Please state how many lines of the records hold the string "rows", giving nothing but the number.

Records from a data source:
# # # # # # #
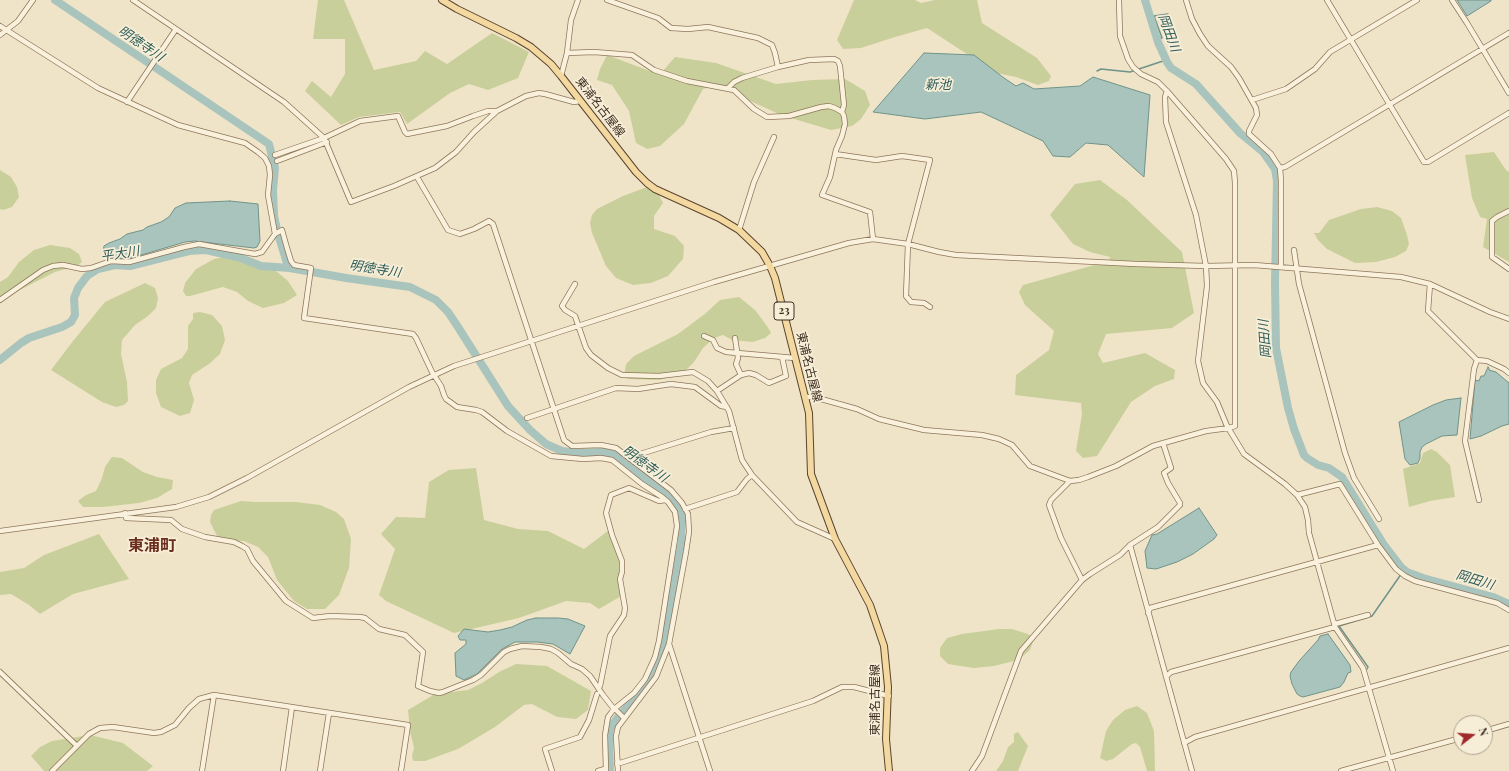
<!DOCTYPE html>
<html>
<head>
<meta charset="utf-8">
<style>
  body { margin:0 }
  #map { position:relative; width:1509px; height:771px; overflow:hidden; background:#f0e4c8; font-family:"Playfair Display",serif }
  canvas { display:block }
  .north { position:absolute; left:1453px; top:715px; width:40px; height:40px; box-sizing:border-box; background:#f7eed8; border:1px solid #ada18e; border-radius:50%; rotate:73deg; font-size:11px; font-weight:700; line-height:16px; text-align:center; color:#3d2e20 }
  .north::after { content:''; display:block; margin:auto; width:14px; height:18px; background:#9e2a2b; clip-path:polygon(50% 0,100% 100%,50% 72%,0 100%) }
</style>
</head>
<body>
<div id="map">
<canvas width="1509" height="771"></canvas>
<div class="north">N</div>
</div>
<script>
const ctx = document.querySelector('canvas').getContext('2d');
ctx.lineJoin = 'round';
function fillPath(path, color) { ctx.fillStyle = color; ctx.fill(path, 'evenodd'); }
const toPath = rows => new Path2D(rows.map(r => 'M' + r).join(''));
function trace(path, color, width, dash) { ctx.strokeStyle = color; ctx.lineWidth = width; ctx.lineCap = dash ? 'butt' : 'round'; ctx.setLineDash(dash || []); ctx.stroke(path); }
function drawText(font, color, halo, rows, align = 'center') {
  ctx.font = font + ' "Playfair Display","Noto Sans JP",serif'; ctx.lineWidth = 3.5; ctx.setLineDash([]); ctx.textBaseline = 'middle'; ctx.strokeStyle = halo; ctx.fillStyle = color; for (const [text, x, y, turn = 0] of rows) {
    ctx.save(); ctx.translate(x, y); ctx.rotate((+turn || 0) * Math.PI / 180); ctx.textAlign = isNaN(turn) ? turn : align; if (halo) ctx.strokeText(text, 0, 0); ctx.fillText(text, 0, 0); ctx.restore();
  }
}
fillPath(toPath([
  [318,0,344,0,374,70,416,61,425,51,447,64,492,33,529,52,518,78,488,90,469,84,450,93,407,124,400,112,359,117,341,125,305,91,312,81,331,97,345,74,345,39,313,39],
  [854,0,915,0,921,3,935,0,977,0,982,23,1037,58,1051,76,1049,81,1038,85,1016,77,996,73,927,28,895,37,861,48,843,49,837,40],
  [607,55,655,73,662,72,675,57,716,63,776,84,812,80,845,79,865,91,870,105,861,119,852,126,831,130,781,115,715,85,703,89,684,124,660,146,647,149,636,143,629,111,612,85,597,80,600,69],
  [1494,152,1506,170,1509,172,1509,262,1483,247,1487,219,1480,217,1472,198,1465,155],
  [0,170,11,177,17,187,19,197,12,207,3,210,0,209],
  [1100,180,1127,200,1182,252,1194,313,1172,328,1106,334,1098,354,1103,363,1145,353,1175,370,1174,379,1155,386,1131,402,1097,456,1083,458,1076,451,1082,414,1081,403,1015,395,1016,375,1049,350,1054,331,1025,305,1019,292,1023,285,1109,261,1110,257,1090,252,1073,244,1050,215,1075,184],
  [647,187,658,193,663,203,654,216,654,229,675,236,684,246,683,259,668,276,651,283,633,285,616,278,606,266,592,233,590,223,592,215,597,209,623,196],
  [1377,207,1392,211,1401,218,1407,235,1409,244,1406,251,1395,257,1376,262,1355,263,1327,249,1318,240,1314,233,1319,233,1329,220,1361,209],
  [50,245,70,248,79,254,82,262,77,266,55,272,0,300,0,282,8,277,19,262,34,250],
  [228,256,248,258,270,266,288,281,297,295,284,303,263,308,248,301,237,292,223,287,190,296,186,296,183,291,185,283,196,269,214,259],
  [145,283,155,288,158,298,156,308,148,316,135,325,122,340,121,354,127,382,128,401,124,405,116,407,102,402,51,370,73,341,105,302],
  [739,297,755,310,767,326,771,333,765,338,753,342,732,340,723,335,714,338,703,348,694,362,682,374,659,380,628,379,624,376,626,364,634,356,678,334,706,313,720,300],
  [200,312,212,315,222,326,225,340,220,354,209,364,192,375,189,383,194,400,190,413,180,416,161,407,156,393,156,380,161,369,182,358,188,349,188,326,193,319,193,313],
  [1431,449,1437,452,1450,465,1455,497,1430,501,1409,507,1403,469,1420,463,1423,453],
  [112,457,122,458,143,472,157,477,173,480,172,489,157,498,139,503,103,507,83,507,78,501,86,495,96,491,102,478,105,467],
  [476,468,484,520,518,529,548,531,584,549,609,530,624,563,621,585,623,595,599,609,590,603,566,601,519,618,454,633,386,601,379,595,395,549,381,534,396,517,425,518,429,482,449,470],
  [241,501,254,502,296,502,320,505,336,512,344,519,351,539,349,568,339,595,325,609,307,609,294,601,277,580,268,557,258,547,244,541,220,540,217,536,210,522,211,515,214,510],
  [99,534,129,579,73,594,40,614,29,605,11,594,0,595,0,572,24,568,44,555],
  [999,629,1012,629,1028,634,1034,639,1030,650,1018,660,994,666,974,668,948,664,940,656,940,648,947,638,962,634],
  [516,664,547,666,591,691,588,710,576,719,557,717,532,704,524,705,495,727,458,749,425,761,413,761,412,756,414,748,410,731,408,710,435,694,468,690,482,683,499,672],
  [1137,706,1147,713,1154,731,1155,771,1147,771,1140,747,1136,743,1132,744,1113,759,1106,761,1100,758,1106,731,1113,720,1125,710],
  [1018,732,1028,746,1018,771,996,771,1003,761,1008,747,1014,742,1014,734],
  [90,735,123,743,153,766,147,771,44,771,31,756,40,747,52,741]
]), '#c9cf9b');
const water = toPath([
  [1457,0,1491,0,1491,1,1467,16,1457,0],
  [924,53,974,55,1004,78,1016,86,1023,83,1034,89,1080,86,1093,77,1150,95,1144,177,1108,145,1086,143,1070,157,1053,156,1043,141,981,112,925,119,873,112,924,53],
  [230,201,258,204,260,241,257,247,254,248,194,241,185,242,128,259,109,258,103,252,104,246,109,243,120,239,127,234,143,230,147,227,161,222,169,217,175,208,186,203,230,201],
  [1488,367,1489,368,1489,370,1496,372,1509,383,1509,424,1502,426,1481,436,1470,439,1475,380,1479,381,1481,376,1484,376,1488,367],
  [1461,398,1457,435,1442,436,1426,444,1422,447,1420,452,1420,458,1418,463,1410,465,1405,459,1399,422,1433,405,1446,400,1461,398],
  [1199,508,1217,535,1214,539,1193,554,1177,562,1156,569,1147,568,1145,551,1152,535,1157,534,1199,508],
  [536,618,558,618,568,619,585,626,570,654,553,644,537,642,515,642,502,649,477,674,464,680,456,676,455,653,466,644,466,640,460,640,458,636,464,629,488,632,500,630,512,627,527,620,536,618],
  [1328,634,1350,665,1351,672,1348,673,1344,682,1340,687,1303,697,1300,696,1297,694,1292,684,1290,676,1291,672,1299,661,1318,640,1320,636,1328,634]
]);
fillPath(water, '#a9c4bc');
trace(water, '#6f938a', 1);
trace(toPath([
  [1157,39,1162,38,1154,16,1168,14],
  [1097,71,1101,69,1130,72,1166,60],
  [1367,669,1368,667,1339,626,1372,616,1404,570]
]), '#6f938a', 1.5);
trace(toPath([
  [55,0,269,144,275,168,273,190,274,216,278,234,287,263,290,268],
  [1145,0,1158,42,1167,62,1171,68,1196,84,1240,133,1263,152,1275,169,1277,181,1275,283,1276,348,1288,408,1294,429,1304,455,1307,458,1318,465,1329,468,1342,477,1384,545,1401,567,1407,572,1423,578,1493,597,1509,604],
  [0,360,21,343,29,338,62,327,71,322,75,315,74,298,78,288,87,276,98,269,115,265,130,266,189,251,206,250,241,258,261,266,290,268,346,278,410,287,436,300,448,312,458,327,508,406,530,430,546,444,562,451,577,453,601,452,609,453,618,457,670,498,678,508,681,514,682,520,681,535,682,540,664,644,654,673,648,684,619,716,610,728,609,737,610,771]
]), '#a9c4bc', 8);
const minor = toPath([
  [133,0,284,102,324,138,351,202,394,186,435,168,456,152,474,132,497,111,526,96,539,93,545,94,574,102,580,101],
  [607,0,658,18,671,28,688,29,708,27,758,38,772,45,775,53,778,67],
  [1186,0,1192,19,1200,34,1208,46,1231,67,1239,78,1256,108,1257,115,1249,131,1249,134,1271,154,1280,168,1281,181,1281,267],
  [1327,0,1424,162,1428,162,1509,113],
  [1452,0,1467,23,1509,93],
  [0,26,98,88,178,125,245,143,258,152,265,158,269,166,270,175,268,195,275,234],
  [0,35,18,21,33,0],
  [567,53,594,52,632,55,654,70,687,81,734,90,754,109,767,117,789,116,821,107,829,106,835,108,842,112,844,116,845,124,842,136,836,150,830,177,822,195,870,212,873,239],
  [561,76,567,53,571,20,578,0],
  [728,88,734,82,742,78,778,67,809,60,834,59,838,61,840,66,844,105,842,112],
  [1167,91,1165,97,1166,122,1196,215,1206,266,1207,286,1198,361,1203,383,1217,402,1227,426,1244,454,1285,484,1297,495,1305,507,1308,520,1309,533,1335,627,1363,668,1393,771],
  [1252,100,1286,89,1315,69,1330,52,1417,0],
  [127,102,176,29],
  [835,154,876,160,902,156,930,160,908,244,906,296,911,302,924,303,930,307],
  [275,155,324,138,360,121,398,116,405,132,407,134,447,126,473,116,488,111,497,111],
  [277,161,327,142],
  [1280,168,1285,167,1509,33],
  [417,177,448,230,460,234,474,229,489,221,493,224,564,440,572,446,601,445,616,448,671,490,682,503,688,514,689,532,686,552,669,644,656,677,618,727,616,736,618,771],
  [1509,211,1497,217,1492,221,1492,257,1509,269],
  [739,230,754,182,774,137],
  [1294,250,1299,284,1345,453,1354,478,1379,519],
  [575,284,562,306,565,310,575,316,586,348,591,355,608,368,622,375,659,376,693,372,708,381,717,391,729,411,742,460,752,475,797,522,835,539],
  [1430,284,1428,311,1477,360],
  [0,300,43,270,53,266,63,265,82,269,91,268,111,261,129,262,184,247,199,244,255,254,262,252,275,234,282,230,287,248,291,261,294,265,311,268,304,318,413,334,416,338,432,372,441,386,444,395,446,399,457,407,476,410,482,412,507,431,551,456,583,459,601,458,612,460,642,484,662,497,668,502,675,512,677,526,659,641,655,657,645,679,634,693,614,709,608,717,605,735,606,771],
  [704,336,713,340,717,348,726,352,795,358],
  [735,338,738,358,736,364,741,375],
  [717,391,741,375,749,373,756,375,769,383,786,376,782,357],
  [805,397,814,397,857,409,879,419,924,430,982,435,999,439,1012,445,1030,466,1070,481,1079,480,1088,477,1116,466,1153,446,1206,431,1229,428,1235,426,1235,183,1234,171,1226,159,1167,91,1158,82,1141,74,1133,67,1128,59,1120,36,1119,0],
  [527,418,616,388,638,389,671,384,695,387,721,406,727,407],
  [630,459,637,455,711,432,734,428],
  [1070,481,1051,500,1049,505,1061,538,1082,580],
  [1297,495,1340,484,1378,545,1396,569,1405,576,1415,581,1497,603,1509,610],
  [1479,500,1465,441,1474,369,1477,360,1487,361,1504,369,1509,373],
  [685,509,737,492,747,479,752,475],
  [125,513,126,518,171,520,182,529,205,537,234,542,242,546,247,549,253,561,286,601,313,618,330,616,360,617,365,618,379,629,405,635,423,652,418,686,430,691,439,693,443,692,473,680,481,675,504,652,510,649,522,646,541,647,551,649,558,653,571,664,582,669,590,676,603,695,614,709],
  [0,531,176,507,209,497,247,478,409,387,454,366,714,282,849,243,873,239,908,244,939,252,956,255,1136,264,1206,266,1254,265,1401,277,1430,284,1490,312,1509,319],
  [1130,545,1192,771],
  [1148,613,1150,608,1378,545],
  [1335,624,1368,615],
  [669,644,710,771],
  [0,672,76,745],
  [1166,677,1171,672,1335,627],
  [598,688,600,686,610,636,624,615,625,608,620,579,622,572,622,561,612,535,606,513,611,495,629,488,659,501,665,500],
  [615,709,624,718],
  [1485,731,1509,724],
  [1184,743,1195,737,1509,648],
  [617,764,813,701,842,687,854,687,889,696],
  [52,771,89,734,100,728,113,727,154,733,161,732,175,725,189,708,199,699,214,695,408,725,401,771],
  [202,771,214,695],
  [283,771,292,707],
  [320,771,329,713],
  [552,771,545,749,580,737,589,720,597,694],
  [598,771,605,769],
  [972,771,982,756,1021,651,1082,580,1090,574,1120,555,1130,545,1158,527,1180,505,1180,503,1168,483,1164,473,1171,468,1163,443],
  [1341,771,1461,738]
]);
const major = toPath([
  [442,0,457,9,516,38,531,47,551,64,561,76,636,172,647,183,655,189,719,218,739,230,762,252,770,266,775,278,809,413,811,474,835,539,870,605,884,646,888,687,886,739,889,771]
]);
trace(minor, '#8d765c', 6);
trace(major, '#5b4430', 8);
trace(minor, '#faf1dc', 4.5);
trace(major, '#f3d9a0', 6);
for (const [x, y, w] of [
  [784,311,20]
]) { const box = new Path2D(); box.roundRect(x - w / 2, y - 9, w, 18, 3); ctx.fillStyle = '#f7eed8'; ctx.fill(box); trace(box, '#3d2e20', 1); }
drawText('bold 11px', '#3d2e20', null, [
  ["23",784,311]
]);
drawText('12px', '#3d2e20', '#f7eed8', [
  ["東浦名古屋線",600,107,52],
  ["東浦名古屋線",809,367,76],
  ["東浦名古屋線",875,700,-90]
]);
drawText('italic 13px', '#2f5d5a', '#f7eed8', [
  ["岡田川",1169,33,70],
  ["明徳寺川",141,44,34],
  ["新池",938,85],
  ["平大川",120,254,-9],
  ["明徳寺川",375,269,9],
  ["岡田川",1265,339,-94],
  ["明徳寺川",645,464,36],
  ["岡田川",1475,580,17]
]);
drawText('bold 16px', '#6b2e1e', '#f7eed8', [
  ["東浦町",152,546]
]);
</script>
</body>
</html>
# # # # # # #
--- Output for this exercise ---
3